Ce dossier sent aussi la contradiction de bout en bout. Car, c’est bien sous le régime du champion de la bonne gouvernance ; du prédicateur de la fin des pré-carrés ; du militant reconnu des Droits de l’home, François Mitterrand, que les faits incriminés ont eu lieu. D’un côté la Beaule, de l’autre l’obole : dire et ne pas faire.

Paradoxe aussi que les faits incriminés n’aient pas constitué, jusqu’à une certaine époque, des délits en France. Dans le box, les Loïk Le Floch Prigent, Sirven et autres André Tarallo seront seuls : aucun Chef d’Etat africain ou ex-Chef d’Etat ne sera poursuivi. Du reste, de quoi pourrait-on les accuser ? D’avoir perçu des prébendes pour brader les richesses de leur propre pays ? Ce serait plutôt à nous d’intenter ce procès-là : la France n’est pas notre lave-vaisselle.

Paradoxe enfin que sur l’échiquier congolais, la question du pétrole soit devenue une vraie patate brûlante ; que le régime et l’Eglise catholique se regardent en chien de faïence, même quand ils disent - ou devraient dire - tous deux la même chose ! Sassou Nguesso ne décolère pas : il estime que les évêques congolais soufflent sur la braise. Et que leurs visées sont autres qu’humanistes.

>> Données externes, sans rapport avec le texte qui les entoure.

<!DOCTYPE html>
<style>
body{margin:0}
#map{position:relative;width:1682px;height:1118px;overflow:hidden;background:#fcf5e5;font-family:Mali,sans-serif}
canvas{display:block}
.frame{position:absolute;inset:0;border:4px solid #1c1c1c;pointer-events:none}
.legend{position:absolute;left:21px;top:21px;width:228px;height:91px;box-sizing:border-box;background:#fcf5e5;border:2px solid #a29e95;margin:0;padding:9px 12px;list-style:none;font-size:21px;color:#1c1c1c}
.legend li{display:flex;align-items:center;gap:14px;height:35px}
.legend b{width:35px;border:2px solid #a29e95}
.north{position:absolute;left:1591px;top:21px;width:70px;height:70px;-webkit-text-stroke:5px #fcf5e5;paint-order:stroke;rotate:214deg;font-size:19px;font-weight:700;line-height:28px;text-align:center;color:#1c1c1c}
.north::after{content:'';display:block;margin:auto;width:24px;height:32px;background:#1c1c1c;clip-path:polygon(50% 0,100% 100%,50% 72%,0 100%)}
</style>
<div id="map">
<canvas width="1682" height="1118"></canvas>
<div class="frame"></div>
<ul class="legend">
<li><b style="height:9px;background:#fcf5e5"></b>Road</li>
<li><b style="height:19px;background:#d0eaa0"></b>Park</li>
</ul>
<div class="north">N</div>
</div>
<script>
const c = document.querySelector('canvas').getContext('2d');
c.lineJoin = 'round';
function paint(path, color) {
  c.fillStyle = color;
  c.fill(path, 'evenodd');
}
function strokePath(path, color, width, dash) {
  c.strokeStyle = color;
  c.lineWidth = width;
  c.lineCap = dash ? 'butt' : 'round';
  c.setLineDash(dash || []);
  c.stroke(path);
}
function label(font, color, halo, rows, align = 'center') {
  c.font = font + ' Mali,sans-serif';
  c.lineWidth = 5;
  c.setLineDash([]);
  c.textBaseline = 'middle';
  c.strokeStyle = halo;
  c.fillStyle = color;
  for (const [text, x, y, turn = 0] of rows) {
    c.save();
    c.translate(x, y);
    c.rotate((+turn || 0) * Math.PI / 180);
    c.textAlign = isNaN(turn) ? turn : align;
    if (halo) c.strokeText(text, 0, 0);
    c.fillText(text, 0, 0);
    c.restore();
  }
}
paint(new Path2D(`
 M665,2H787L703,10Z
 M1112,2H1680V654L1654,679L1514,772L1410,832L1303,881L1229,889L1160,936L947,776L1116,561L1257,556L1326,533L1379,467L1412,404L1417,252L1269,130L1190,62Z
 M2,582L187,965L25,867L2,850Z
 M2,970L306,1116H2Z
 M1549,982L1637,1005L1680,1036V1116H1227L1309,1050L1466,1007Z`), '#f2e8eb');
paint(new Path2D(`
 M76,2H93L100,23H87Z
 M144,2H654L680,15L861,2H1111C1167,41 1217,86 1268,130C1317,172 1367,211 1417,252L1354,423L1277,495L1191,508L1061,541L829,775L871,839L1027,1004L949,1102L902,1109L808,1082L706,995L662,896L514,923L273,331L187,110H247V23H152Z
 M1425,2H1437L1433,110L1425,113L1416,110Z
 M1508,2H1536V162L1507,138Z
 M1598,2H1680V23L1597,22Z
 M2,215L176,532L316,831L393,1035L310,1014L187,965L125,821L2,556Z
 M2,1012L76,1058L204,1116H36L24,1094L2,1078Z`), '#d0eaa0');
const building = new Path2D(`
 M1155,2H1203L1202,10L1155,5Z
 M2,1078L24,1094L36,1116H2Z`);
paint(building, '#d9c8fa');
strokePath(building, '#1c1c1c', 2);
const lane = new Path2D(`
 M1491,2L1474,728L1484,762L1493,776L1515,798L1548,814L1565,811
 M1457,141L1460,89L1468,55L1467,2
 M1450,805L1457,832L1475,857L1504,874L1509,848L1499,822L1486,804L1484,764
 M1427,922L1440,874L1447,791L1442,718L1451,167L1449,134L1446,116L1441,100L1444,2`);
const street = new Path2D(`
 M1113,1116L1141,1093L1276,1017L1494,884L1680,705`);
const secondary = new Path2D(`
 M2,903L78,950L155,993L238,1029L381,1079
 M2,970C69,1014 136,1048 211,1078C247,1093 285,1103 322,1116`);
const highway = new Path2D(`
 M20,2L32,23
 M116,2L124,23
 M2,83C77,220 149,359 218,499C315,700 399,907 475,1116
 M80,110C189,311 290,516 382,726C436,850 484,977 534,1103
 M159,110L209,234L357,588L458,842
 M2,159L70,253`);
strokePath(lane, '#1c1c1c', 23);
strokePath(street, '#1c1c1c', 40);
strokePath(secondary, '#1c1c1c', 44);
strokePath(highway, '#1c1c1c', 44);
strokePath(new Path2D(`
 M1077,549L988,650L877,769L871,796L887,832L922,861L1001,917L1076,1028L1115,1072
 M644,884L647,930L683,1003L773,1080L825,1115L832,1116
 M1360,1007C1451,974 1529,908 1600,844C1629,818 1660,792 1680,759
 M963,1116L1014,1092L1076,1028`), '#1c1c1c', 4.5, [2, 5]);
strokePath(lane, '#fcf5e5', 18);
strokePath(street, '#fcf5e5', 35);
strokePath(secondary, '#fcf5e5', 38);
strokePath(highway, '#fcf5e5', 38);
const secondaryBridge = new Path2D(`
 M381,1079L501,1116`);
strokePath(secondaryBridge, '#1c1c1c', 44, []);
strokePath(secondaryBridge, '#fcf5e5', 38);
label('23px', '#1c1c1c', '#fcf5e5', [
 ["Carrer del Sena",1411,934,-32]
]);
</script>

Le même Sassou qui s’aperçoit - mieux vaut tard que jamais - que Elf nous grugeait et nous trompait de mille manières ; qui voudrait relever la part de notre gain sur les exploitations. Les députés ont refusé de renouveler un permis d’exploiter à la compagnie française. Une expertise est en cours pour déterminer de combien nous avons été lésés. Des contrats ont été passés qui sont de vrais reculs de souveraineté, sous Lissouba, mais aussi sous Sassou 1er. Il faut corriger.

Les évêques du Congo ne disent pas autre chose pourtant. Nous sommes le troisième producteur africain de pétrole, mais nous étalons une misère digne d’un pays de chiffonniers. Le baril de pétrole caracole à plus de 30 dollars l’unité, mais à Brazzaville des chauffeurs de taxi sont obligés de faire la queue devant des stations d’essence parfois deux nuits de suite. Et on ne parle pas des ornières sur toutes les routes de Brazza (manque de goudron, autre produit du pétrole), ni du prix exorbitant du pétrole lampant.

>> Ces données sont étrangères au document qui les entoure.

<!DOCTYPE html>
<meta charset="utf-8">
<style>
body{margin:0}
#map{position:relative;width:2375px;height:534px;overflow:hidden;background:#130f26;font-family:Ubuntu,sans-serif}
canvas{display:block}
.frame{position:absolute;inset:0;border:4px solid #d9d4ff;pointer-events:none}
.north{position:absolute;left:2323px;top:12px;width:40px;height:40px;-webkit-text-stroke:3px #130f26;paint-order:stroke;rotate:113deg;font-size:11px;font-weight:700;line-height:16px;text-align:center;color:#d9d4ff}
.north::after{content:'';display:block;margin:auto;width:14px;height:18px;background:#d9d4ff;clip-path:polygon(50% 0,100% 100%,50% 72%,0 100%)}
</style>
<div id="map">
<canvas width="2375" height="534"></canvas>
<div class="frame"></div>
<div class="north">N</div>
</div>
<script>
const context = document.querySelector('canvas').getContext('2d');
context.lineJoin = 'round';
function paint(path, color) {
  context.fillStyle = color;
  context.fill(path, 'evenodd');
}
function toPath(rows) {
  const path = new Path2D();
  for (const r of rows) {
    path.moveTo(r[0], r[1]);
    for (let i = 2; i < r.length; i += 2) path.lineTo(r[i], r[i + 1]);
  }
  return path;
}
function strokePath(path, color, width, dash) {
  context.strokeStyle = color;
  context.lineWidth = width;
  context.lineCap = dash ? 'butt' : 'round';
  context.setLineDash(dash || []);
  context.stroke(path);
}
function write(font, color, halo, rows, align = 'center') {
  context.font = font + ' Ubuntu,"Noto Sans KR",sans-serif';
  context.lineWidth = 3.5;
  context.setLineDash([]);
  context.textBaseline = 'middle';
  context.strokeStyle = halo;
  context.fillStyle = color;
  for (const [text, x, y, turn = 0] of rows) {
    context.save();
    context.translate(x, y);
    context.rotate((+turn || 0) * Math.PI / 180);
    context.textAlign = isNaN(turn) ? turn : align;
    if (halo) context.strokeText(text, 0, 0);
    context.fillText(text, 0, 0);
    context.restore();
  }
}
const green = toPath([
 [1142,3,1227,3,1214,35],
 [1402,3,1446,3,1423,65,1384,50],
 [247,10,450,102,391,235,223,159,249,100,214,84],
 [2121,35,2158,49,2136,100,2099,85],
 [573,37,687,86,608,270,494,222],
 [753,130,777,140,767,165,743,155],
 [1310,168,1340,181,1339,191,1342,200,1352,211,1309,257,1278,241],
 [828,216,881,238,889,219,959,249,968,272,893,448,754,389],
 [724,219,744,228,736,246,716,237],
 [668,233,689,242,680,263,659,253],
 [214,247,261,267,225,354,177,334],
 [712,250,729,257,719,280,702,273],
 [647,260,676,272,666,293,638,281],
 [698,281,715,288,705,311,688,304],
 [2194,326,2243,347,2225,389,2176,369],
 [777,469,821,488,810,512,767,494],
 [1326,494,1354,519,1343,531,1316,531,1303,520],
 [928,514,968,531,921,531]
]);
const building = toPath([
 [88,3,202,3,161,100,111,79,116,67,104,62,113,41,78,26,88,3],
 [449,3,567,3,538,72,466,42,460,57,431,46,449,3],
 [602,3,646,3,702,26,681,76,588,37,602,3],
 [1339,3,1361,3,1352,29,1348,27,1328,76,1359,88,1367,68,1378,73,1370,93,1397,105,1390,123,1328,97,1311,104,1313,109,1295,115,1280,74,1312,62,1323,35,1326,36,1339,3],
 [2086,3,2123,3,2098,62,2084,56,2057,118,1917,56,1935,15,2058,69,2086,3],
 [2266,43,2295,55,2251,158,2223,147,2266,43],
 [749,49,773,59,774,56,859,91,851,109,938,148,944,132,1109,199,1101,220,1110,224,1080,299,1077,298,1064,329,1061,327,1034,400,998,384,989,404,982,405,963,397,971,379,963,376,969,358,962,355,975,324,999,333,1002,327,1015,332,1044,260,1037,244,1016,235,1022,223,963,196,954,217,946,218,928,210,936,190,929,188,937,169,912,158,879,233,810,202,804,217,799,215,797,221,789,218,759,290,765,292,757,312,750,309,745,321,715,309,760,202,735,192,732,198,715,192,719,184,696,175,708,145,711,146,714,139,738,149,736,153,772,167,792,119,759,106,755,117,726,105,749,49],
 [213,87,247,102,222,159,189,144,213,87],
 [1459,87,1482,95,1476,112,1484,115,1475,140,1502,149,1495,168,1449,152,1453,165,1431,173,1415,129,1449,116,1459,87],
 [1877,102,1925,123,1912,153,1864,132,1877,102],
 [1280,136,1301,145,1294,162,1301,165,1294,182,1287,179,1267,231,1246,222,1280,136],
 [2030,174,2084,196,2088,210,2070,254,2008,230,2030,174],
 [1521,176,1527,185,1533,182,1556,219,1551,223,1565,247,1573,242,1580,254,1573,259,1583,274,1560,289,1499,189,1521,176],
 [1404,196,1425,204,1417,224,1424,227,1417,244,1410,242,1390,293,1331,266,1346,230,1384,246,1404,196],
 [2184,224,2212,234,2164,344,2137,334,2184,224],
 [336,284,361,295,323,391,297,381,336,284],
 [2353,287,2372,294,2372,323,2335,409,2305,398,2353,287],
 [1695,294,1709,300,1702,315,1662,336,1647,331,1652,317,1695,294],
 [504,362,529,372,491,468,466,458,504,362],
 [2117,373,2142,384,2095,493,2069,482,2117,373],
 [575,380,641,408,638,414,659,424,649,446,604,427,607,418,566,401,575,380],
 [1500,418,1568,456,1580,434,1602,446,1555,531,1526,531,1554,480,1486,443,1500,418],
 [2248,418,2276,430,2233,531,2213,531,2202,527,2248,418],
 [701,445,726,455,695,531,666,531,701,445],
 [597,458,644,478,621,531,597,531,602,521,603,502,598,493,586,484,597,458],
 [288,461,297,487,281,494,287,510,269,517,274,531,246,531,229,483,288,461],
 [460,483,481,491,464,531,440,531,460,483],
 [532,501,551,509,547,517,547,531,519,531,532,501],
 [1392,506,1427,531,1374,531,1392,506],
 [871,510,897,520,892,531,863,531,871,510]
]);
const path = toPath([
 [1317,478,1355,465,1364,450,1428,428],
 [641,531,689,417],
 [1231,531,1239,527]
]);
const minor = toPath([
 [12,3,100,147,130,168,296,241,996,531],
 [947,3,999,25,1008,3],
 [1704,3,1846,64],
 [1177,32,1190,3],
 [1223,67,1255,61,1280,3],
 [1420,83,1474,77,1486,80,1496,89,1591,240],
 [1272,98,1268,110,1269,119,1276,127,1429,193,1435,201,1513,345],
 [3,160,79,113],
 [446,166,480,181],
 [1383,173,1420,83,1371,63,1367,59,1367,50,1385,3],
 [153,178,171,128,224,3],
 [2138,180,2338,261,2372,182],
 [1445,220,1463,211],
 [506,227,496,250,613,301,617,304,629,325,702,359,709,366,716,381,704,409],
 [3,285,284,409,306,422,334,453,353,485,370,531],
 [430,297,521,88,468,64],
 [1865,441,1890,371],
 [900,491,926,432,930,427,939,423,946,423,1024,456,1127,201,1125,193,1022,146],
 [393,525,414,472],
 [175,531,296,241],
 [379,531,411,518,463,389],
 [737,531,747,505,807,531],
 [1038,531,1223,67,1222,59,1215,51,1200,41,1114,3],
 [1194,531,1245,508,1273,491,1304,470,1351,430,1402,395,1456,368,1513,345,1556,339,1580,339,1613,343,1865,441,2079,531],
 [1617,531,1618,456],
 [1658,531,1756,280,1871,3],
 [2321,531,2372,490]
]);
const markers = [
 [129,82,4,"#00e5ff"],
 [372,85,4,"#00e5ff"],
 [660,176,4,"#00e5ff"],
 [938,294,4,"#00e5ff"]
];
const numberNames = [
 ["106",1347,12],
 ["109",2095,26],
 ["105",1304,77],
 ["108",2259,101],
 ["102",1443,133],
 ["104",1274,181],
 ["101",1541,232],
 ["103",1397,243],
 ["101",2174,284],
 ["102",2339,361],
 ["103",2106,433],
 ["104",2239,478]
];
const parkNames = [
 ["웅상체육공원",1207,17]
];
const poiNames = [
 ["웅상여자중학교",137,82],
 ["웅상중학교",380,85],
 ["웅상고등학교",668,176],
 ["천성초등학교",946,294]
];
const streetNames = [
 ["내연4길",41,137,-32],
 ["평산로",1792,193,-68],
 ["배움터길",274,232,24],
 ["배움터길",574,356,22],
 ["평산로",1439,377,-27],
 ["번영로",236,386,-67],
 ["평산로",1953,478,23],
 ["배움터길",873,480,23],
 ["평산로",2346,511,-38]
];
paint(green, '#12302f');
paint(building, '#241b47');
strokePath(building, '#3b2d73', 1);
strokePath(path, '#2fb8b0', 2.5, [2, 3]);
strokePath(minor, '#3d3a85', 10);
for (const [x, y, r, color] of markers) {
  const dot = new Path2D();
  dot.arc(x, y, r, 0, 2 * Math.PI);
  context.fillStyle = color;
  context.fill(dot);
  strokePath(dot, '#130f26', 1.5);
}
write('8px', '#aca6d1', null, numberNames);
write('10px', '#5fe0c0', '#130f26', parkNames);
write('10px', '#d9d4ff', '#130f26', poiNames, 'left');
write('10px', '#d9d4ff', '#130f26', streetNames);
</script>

Pour avoir du carburant à Brazza il faut l’acheter chez des « kadhafi ». Terme commode pour désigner les trafiquants de l’ex-Zaïre ; c’est à dire un pays sans pétrole qui en vend à celui qui en produit. D’où la question : que fait-on de notre pétrole ? Comment pouvons-nous vivre mieux avec notre propre richesse minérale ? Questions qui fâchent, mais réponses toujours attendues.

A Paris s’ouvre le procès d’une société aux pratiques nébuleuses. Il nous restera, chez nous, à faire le procès de notre propre gestion. Et ouvrir un débat serein où ceux qui s’interrogent ne seront pas taxer de tribalistes. Car à défaut de leur répondre, il faudra au moins montrer sur le terrain que je peux aller du Rond-point Mikalou jusqu’au Pont du Djoué sur une route qui fleure bon mon pétrole. J’ai essayé. J’y ai cassé mes essieux.